La fascinante histoire des Colts

- 15 novembre 2012

INDIANAPOLIS  |  Entre les débuts prodigieux d’Andrew Luck, les succès inattendus des Colts, l’équipe qui s’est ralliée derrière son coach leucémique Chuck Pagano et la rivalité qui revit avec les Patriots, il n’y avait pas meilleur moment pour mettre les pieds et le calepin de notes à Indianapolis.

Avant chaque saison au Journal, on s’assoit et on tente de planifier. Cette année, quand est venu le temps de prévoir quels matchs pourraient valoir la peine d’être couverts sur la route, certaines options semblaient évidentes. Toutefois, je vous avoue que je n’aurais jamais cru que les Colts susciteraient l’intérêt… même avec Luck à bord!

Comme la plupart des observateurs, j’avais prédit le dernier rang aux Colts dans leur division. Et cela n’aurait pas été honteux. Rappelez-vous que même dans une très bonne saison recrue, Peyton Manning n,avait récolté que trois victoires. Il est quand même devenu ce qu’il est devenu.

Mais cette semaine, je dirais qu’à la lumière des propos des joueurs dans le vestiaire, de même que de l’entraîneur-chef par intérim Bruce Arians, les Colts se surprennent eux-mêmes.

Il s’agissait d’une année de reconstruction pour les Colts, ni plus, ni moins. D’ailleurs, lors d’un appel conférence auquel j’ai participé à Indianapolis avec les médias locaux, le receveur des Patriots Wes Welker est celui qui a le mieux résumé la situation.

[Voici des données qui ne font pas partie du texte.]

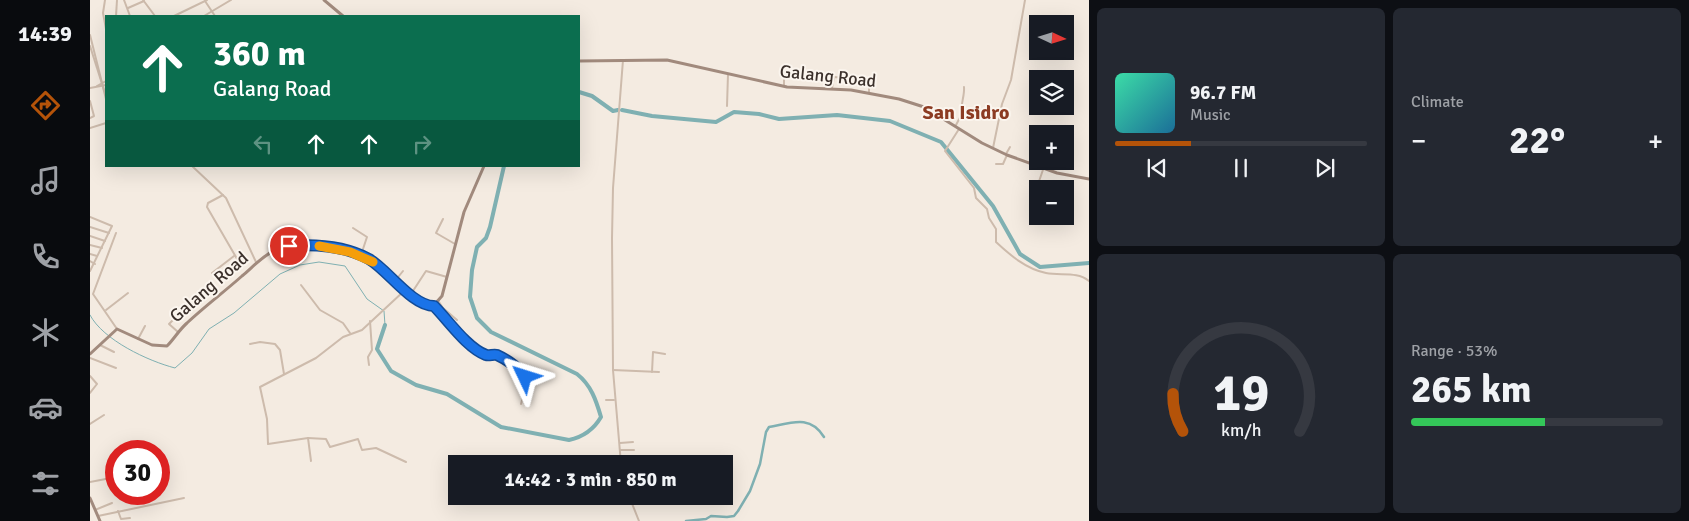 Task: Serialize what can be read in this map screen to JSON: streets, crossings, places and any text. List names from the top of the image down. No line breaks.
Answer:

«Je suis définitivement impressionné. On ne peut pas nier qu’on s’attendait à une année de reconstruction pour les Colts et ce n’est pas ce qui se passe du tout. Ils jouent du bon football avec plusieurs bons jeunes joueurs et des vétérans qui se sont levés pour eux dans les moments clés. Évidemment, leur quart-arrière accomplit du solide boulot et Reggie Wayne est de retour au sommet de son art», a-t-il commenté.

Il n’y a pas à dire, Andrew Luck est le centre de cette renaissance précoce et inattendue des Colts. Tout le monde dans le vestiaire le reconnaît. Si l’histoire des Colts est en quelque part touchante, il n’en demeure pas moins que l’équipe risque de perdre des plumes à Foxboro, dimanche.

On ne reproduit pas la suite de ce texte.